Recently we at Stanza have been exploring operational data, and it's been really exciting to bring techniques and ideas from other domains into our domain - production systems generally, traffic, alerting, cloud costs, etc.
The thing we’ve been looking at most recently is a thing called Benford’s Law. If you have a background in finance, you might have come across it already, since it’s used a lot in fraud detection. Long story short - and I want to make clear I am mangling all kinds of mathematical nuance here - Benford’s Law asserts a property that holds true for certain kinds of real-life number sets. To wit, in aggregate, their first digit is likely to start with 1 with probability ~30%, 2 with probability 18%, and so on. (See the Wiki link for more.)
This does seem a bit bizarre on the face of it. Indeed, it's not always easy to understand how or why something will or won't obey Benford, but if we put that to one side for a moment, you can do a lot with it.
Let's come back to the fraud detection example. The reason it’s so useful when folks are committing numeric-based crimes is they don’t often make sure that the fake numbers they have lined up for audit actually obey Benford. Or to put it another way, non-Benford distributions can sometimes be a sign that an otherwise natural process is being interfered with. In the case of fraud, it’s obviously arbitrary human interference, but it could also be structured human interference (corporate processes), acts of computer (truncating data), or similar.
Now let us turn to the world of incidents, where applying numeric analysis is fraught with danger - see, for example, Stepan and Courtney’s work on MTTR - but, like a moth to the flame, I see something potentially illuminating, so here we go!
So we graphed it. When we did, we saw that the “seconds to first acknowledgement” graph closely (but not exactly) follows Benford’s Law. On reflection, this is plausible: it’s a random process, with several orders of magnitude of variance available - there’s no reason to expect truncation or similar "interference".

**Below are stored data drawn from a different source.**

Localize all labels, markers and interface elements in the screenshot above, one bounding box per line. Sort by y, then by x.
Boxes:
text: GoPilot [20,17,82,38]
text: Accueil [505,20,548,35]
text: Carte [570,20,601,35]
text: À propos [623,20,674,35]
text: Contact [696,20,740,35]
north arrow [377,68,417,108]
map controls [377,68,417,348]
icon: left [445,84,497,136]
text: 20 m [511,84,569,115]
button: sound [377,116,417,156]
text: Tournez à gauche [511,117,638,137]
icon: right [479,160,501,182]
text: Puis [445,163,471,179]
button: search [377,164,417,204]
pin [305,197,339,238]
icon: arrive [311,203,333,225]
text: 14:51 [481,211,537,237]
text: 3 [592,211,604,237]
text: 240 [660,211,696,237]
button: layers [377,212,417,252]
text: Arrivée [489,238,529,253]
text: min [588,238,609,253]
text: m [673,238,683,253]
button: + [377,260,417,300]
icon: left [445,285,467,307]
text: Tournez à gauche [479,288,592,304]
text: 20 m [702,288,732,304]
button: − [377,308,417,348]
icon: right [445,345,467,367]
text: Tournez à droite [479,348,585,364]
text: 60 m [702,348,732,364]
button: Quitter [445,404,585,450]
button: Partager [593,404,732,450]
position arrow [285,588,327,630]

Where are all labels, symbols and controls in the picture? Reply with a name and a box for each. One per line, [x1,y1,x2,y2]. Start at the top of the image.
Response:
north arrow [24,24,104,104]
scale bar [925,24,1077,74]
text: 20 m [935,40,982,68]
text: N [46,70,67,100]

However, incident duration does not:
In our data, there are significant spikes at initial digits 3 and 6. I don’t know why, but one guess I’ve been playing with is that there are spikes at ‘30’ and ‘60’. This might imply that enough incidents are reviewed and their duration perhaps truncated, clamped, or otherwise post-hoc determined by either corporate process or automation action such that the distribution doesn’t follow Benford.
Without further context (which in our case would need to be supplied by the client), we can’t provide further ideas as to why, or whether or not it’s worth fixing. However, we thought it was an interesting technique to use to look at certain kinds of data and understand whether or not processes of some kind are interfering with its “natural” distribution.